Aim of the task = Reproduce exactly, and solely, the lines running from the top of the data below through the line with "2px #56442f) drop-shadow(0", both inclusive. Omit pictures.
- - -
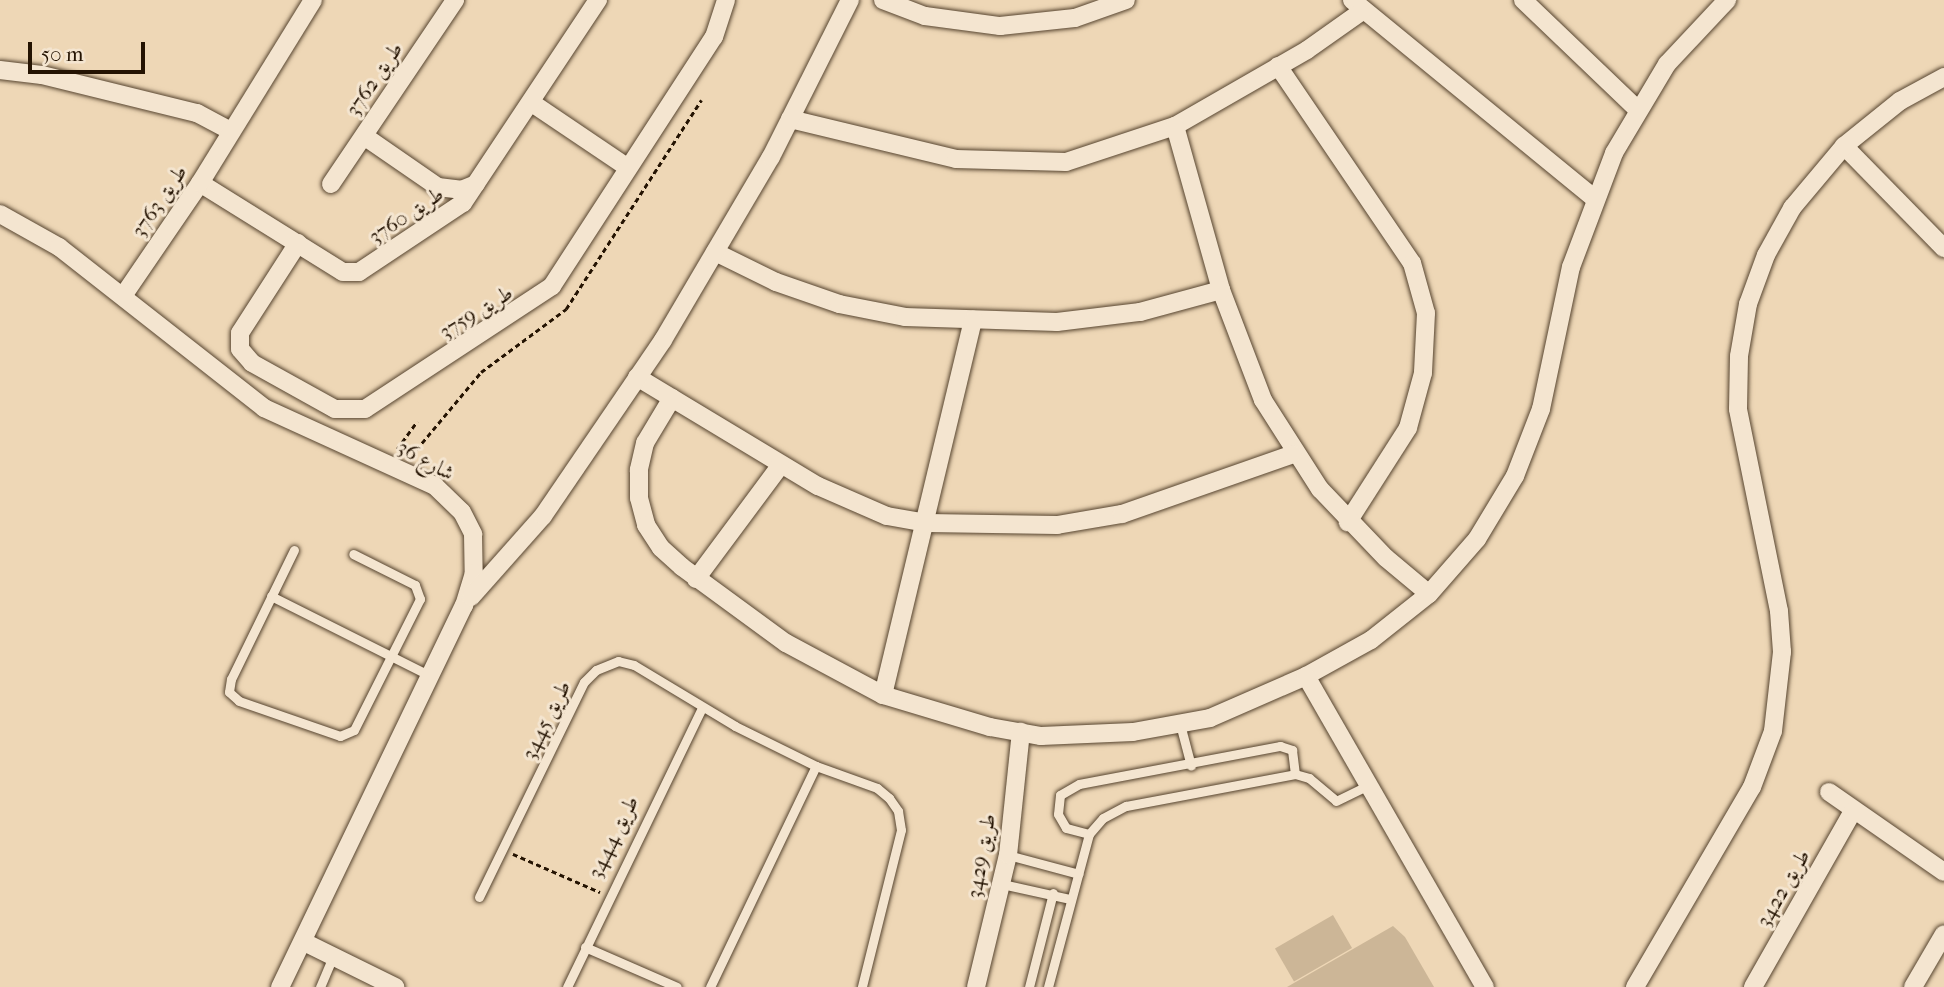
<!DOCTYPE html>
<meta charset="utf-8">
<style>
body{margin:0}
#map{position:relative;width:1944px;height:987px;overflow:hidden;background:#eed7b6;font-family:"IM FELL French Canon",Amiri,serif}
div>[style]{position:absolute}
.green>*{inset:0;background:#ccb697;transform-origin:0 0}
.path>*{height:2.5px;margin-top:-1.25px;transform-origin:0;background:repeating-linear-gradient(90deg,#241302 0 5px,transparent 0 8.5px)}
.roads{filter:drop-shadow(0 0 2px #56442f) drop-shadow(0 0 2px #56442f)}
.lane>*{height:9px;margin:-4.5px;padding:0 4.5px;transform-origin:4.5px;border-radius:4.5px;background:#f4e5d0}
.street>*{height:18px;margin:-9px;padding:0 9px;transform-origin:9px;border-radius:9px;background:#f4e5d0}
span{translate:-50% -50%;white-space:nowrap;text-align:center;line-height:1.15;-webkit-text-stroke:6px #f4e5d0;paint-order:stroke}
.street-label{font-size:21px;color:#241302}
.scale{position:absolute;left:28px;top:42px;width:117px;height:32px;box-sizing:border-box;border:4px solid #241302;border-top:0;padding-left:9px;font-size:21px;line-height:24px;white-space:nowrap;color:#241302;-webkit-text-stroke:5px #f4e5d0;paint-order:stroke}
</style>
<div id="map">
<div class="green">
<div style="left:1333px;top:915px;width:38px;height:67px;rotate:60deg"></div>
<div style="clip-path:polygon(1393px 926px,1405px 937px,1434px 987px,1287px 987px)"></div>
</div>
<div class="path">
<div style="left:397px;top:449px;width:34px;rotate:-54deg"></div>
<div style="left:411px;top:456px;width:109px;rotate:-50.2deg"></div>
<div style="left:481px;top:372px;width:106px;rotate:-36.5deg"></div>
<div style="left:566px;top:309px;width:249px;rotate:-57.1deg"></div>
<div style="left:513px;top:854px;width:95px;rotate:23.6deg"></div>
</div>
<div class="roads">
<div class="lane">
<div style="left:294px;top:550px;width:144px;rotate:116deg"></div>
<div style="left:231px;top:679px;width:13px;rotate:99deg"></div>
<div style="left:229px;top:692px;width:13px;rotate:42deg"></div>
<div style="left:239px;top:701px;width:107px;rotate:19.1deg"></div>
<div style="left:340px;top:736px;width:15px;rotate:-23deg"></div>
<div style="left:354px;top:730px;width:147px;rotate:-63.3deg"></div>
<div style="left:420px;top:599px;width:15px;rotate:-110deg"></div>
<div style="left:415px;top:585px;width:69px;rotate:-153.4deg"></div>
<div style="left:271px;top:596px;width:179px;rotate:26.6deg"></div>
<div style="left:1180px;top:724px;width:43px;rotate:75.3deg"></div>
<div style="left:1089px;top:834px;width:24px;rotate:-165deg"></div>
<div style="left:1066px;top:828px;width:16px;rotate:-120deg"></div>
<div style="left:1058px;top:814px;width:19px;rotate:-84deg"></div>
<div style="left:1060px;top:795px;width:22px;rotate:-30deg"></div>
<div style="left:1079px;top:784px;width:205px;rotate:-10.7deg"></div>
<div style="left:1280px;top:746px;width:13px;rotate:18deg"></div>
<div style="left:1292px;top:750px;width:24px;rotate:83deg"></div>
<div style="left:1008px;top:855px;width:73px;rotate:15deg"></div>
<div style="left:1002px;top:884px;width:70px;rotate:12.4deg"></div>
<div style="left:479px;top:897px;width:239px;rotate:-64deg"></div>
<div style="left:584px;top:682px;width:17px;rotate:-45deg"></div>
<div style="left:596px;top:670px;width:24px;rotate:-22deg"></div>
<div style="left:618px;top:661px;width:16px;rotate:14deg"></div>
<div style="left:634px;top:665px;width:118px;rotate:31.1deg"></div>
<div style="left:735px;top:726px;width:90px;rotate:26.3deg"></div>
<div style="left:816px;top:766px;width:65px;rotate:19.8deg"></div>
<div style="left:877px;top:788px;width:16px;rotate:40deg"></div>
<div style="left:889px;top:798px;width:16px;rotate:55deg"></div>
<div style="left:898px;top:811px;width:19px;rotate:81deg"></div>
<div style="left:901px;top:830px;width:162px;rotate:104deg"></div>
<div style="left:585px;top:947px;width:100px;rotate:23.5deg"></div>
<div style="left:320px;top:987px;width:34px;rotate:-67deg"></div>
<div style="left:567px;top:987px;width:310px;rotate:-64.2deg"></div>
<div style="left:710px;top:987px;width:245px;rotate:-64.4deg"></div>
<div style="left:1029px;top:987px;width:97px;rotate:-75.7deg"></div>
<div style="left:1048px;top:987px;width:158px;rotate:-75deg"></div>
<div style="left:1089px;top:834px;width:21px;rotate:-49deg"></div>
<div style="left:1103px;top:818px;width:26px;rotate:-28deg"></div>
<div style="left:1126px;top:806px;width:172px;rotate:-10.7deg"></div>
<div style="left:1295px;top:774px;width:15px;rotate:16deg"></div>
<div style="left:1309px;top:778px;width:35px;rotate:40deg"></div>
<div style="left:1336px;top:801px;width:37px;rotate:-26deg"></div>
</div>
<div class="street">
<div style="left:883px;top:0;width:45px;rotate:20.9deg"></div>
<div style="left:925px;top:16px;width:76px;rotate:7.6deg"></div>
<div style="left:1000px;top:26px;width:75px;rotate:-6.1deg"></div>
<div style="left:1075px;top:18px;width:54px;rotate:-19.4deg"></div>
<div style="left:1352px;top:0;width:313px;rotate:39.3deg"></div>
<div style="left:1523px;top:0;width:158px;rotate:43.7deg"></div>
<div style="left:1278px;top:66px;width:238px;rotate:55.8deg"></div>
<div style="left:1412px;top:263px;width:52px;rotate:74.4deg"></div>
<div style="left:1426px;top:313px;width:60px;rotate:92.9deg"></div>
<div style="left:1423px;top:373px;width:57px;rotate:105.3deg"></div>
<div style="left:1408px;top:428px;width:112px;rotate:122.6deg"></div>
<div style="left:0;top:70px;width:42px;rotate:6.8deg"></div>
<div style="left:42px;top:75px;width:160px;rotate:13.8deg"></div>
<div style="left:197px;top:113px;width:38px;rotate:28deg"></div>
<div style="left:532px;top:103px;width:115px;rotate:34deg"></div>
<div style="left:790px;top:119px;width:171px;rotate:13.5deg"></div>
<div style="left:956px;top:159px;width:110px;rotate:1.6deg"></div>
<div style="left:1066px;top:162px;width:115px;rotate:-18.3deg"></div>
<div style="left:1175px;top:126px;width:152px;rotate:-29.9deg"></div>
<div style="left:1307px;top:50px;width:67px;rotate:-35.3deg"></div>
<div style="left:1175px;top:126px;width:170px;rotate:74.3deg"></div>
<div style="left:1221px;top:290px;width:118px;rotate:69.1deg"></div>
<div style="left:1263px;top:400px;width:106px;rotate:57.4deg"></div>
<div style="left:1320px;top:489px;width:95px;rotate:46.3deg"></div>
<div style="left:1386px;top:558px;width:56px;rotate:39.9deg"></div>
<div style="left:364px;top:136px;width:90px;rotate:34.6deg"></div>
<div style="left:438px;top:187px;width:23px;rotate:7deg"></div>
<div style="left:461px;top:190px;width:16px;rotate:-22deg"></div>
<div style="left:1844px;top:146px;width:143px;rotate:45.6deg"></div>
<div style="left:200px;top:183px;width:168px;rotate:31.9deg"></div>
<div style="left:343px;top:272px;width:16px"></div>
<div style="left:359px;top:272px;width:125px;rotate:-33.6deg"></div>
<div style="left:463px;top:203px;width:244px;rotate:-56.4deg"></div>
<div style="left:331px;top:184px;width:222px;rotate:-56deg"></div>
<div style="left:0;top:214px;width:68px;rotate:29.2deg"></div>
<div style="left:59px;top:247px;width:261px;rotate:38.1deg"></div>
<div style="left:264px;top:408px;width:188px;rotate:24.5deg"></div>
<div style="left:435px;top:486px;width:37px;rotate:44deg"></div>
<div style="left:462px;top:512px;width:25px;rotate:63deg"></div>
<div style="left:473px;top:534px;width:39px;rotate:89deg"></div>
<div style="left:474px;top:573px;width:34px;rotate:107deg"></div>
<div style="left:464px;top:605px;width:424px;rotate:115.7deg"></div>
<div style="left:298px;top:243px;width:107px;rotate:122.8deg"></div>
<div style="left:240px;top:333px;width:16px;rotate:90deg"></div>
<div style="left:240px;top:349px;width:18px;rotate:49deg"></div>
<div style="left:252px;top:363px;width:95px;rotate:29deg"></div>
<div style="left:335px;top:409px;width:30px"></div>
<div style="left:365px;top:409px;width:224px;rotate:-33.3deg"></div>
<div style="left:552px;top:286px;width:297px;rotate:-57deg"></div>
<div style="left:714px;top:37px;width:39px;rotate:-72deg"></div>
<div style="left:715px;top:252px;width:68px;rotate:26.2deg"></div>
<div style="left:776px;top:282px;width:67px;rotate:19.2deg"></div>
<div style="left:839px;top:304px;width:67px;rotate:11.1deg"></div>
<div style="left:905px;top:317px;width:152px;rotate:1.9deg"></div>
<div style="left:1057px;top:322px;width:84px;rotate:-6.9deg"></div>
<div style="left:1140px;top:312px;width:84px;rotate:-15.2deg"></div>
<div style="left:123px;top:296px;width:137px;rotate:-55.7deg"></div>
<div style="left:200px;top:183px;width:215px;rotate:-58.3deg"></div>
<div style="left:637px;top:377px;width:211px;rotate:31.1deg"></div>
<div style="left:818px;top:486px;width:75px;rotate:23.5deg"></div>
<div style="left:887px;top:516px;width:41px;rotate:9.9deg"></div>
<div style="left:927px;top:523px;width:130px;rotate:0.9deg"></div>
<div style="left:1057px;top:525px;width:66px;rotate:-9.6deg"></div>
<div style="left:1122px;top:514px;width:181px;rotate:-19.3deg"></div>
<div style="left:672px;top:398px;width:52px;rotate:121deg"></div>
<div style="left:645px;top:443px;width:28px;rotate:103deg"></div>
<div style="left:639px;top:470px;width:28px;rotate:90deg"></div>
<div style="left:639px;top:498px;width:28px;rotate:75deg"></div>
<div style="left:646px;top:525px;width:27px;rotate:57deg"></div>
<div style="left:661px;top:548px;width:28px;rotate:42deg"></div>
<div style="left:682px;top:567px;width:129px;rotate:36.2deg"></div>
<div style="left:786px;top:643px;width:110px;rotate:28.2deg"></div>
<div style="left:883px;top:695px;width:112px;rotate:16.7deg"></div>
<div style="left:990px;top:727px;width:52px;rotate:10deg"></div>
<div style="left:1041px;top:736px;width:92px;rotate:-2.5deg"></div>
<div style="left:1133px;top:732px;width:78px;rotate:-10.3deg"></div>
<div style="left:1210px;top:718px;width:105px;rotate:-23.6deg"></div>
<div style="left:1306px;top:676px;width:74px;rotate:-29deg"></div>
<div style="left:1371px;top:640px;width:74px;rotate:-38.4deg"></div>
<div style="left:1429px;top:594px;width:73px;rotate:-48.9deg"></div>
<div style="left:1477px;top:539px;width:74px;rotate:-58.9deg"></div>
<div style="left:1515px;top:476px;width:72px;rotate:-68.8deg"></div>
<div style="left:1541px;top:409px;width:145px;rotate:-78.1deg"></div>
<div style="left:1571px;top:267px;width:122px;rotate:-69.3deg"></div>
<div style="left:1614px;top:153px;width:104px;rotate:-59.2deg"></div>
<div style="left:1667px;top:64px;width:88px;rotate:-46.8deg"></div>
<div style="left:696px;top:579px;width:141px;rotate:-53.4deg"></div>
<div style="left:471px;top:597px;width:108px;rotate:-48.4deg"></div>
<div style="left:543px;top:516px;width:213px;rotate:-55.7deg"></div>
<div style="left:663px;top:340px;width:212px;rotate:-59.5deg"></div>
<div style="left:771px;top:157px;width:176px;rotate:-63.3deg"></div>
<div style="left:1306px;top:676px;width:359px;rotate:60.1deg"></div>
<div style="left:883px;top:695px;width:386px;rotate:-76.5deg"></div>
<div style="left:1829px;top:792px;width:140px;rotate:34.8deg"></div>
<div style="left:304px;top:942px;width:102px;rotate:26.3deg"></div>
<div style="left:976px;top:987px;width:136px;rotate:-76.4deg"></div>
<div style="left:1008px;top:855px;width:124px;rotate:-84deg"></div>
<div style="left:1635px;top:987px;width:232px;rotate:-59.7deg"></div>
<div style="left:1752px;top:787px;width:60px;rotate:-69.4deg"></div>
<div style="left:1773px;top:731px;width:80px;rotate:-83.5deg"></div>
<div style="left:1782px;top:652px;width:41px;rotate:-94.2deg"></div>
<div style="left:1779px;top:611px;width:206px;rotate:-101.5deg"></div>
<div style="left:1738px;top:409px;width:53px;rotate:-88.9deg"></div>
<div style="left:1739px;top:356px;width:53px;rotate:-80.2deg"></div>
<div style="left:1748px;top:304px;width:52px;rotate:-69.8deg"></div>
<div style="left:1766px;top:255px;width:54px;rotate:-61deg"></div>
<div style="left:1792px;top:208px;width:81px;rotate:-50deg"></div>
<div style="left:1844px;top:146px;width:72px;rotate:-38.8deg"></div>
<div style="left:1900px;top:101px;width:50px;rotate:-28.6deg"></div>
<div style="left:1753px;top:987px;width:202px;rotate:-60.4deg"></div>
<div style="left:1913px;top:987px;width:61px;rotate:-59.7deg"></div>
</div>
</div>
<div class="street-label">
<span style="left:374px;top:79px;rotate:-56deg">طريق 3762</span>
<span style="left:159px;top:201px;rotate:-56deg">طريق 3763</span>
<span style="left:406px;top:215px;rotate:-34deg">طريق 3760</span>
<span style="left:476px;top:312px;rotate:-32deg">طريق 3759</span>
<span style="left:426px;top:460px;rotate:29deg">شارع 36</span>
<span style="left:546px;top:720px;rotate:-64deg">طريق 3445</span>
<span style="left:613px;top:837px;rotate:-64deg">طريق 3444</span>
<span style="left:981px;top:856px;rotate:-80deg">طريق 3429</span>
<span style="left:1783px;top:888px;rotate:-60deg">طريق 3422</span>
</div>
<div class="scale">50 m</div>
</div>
- - -
Answer for this exercise =
<!DOCTYPE html>
<meta charset="utf-8">
<style>
body{margin:0}
#map{position:relative;width:1944px;height:987px;overflow:hidden;background:#eed7b6;font-family:"IM FELL French Canon",Amiri,serif}
div>[style]{position:absolute}
.green>*{inset:0;background:#ccb697;transform-origin:0 0}
.path>*{height:2.5px;margin-top:-1.25px;transform-origin:0;background:repeating-linear-gradient(90deg,#241302 0 5px,transparent 0 8.5px)}
.roads{filter:drop-shadow(0 0 2px #56442f) drop-shadow(0 0 2px #56442f)}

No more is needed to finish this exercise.